-- Task inputs follows --

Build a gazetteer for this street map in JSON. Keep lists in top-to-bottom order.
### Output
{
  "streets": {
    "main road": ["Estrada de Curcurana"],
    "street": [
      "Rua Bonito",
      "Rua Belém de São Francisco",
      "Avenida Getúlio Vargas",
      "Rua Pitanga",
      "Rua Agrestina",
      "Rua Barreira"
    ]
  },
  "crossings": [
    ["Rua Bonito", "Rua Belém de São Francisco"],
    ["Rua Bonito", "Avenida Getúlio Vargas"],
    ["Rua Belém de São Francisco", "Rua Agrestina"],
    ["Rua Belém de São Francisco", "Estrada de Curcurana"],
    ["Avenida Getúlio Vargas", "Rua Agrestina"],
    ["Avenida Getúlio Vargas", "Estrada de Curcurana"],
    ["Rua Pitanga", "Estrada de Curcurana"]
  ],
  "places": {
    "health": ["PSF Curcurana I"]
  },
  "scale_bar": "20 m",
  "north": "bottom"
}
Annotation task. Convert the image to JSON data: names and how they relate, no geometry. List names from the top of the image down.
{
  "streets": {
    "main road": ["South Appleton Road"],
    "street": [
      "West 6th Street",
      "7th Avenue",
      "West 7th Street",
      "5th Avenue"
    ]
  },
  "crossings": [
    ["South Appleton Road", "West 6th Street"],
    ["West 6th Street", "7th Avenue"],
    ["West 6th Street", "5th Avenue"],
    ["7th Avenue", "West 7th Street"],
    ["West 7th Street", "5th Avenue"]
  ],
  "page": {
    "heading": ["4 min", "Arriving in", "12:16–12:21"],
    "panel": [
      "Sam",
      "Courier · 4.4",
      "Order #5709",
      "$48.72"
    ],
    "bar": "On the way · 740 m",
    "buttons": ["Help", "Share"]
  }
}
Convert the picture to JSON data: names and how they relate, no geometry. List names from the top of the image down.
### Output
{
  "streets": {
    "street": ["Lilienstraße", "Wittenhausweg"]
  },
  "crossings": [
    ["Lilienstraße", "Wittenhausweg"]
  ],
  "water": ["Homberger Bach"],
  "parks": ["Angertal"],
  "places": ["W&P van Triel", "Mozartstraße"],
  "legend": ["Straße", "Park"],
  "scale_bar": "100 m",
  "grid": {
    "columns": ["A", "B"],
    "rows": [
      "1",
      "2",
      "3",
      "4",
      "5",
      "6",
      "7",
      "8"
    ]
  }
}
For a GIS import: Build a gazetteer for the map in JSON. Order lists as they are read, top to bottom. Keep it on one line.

-- Task inputs concluded --

Activity: Every entry must be output again, exactly as written above.

Written answer:
Build a gazetteer for this street map in JSON. Keep lists in top-to-bottom order.
### Output
{
  "streets": {
    "main road": ["Estrada de Curcurana"],
    "street": [
      "Rua Bonito",
      "Rua Belém de São Francisco",
      "Avenida Getúlio Vargas",
      "Rua Pitanga",
      "Rua Agrestina",
      "Rua Barreira"
    ]
  },
  "crossings": [
    ["Rua Bonito", "Rua Belém de São Francisco"],
    ["Rua Bonito", "Avenida Getúlio Vargas"],
    ["Rua Belém de São Francisco", "Rua Agrestina"],
    ["Rua Belém de São Francisco", "Estrada de Curcurana"],
    ["Avenida Getúlio Vargas", "Rua Agrestina"],
    ["Avenida Getúlio Vargas", "Estrada de Curcurana"],
    ["Rua Pitanga", "Estrada de Curcurana"]
  ],
  "places": {
    "health": ["PSF Curcurana I"]
  },
  "scale_bar": "20 m",
  "north": "bottom"
}
Annotation task. Convert the image to JSON data: names and how they relate, no geometry. List names from the top of the image down.
{
  "streets": {
    "main road": ["South Appleton Road"],
    "street": [
      "West 6th Street",
      "7th Avenue",
      "West 7th Street",
      "5th Avenue"
    ]
  },
  "crossings": [
    ["South Appleton Road", "West 6th Street"],
    ["West 6th Street", "7th Avenue"],
    ["West 6th Street", "5th Avenue"],
    ["7th Avenue", "West 7th Street"],
    ["West 7th Street", "5th Avenue"]
  ],
  "page": {
    "heading": ["4 min", "Arriving in", "12:16–12:21"],
    "panel": [
      "Sam",
      "Courier · 4.4",
      "Order #5709",
      "$48.72"
    ],
    "bar": "On the way · 740 m",
    "buttons": ["Help", "Share"]
  }
}
Convert the picture to JSON data: names and how they relate, no geometry. List names from the top of the image down.
### Output
{
  "streets": {
    "street": ["Lilienstraße", "Wittenhausweg"]
  },
  "crossings": [
    ["Lilienstraße", "Wittenhausweg"]
  ],
  "water": ["Homberger Bach"],
  "parks": ["Angertal"],
  "places": ["W&P van Triel", "Mozartstraße"],
  "legend": ["Straße", "Park"],
  "scale_bar": "100 m",
  "grid": {
    "columns": ["A", "B"],
    "rows": [
      "1",
      "2",
      "3",
      "4",
      "5",
      "6",
      "7",
      "8"
    ]
  }
}
For a GIS import: Build a gazetteer for the map in JSON. Order lists as they are read, top to bottom. Keep it on one line.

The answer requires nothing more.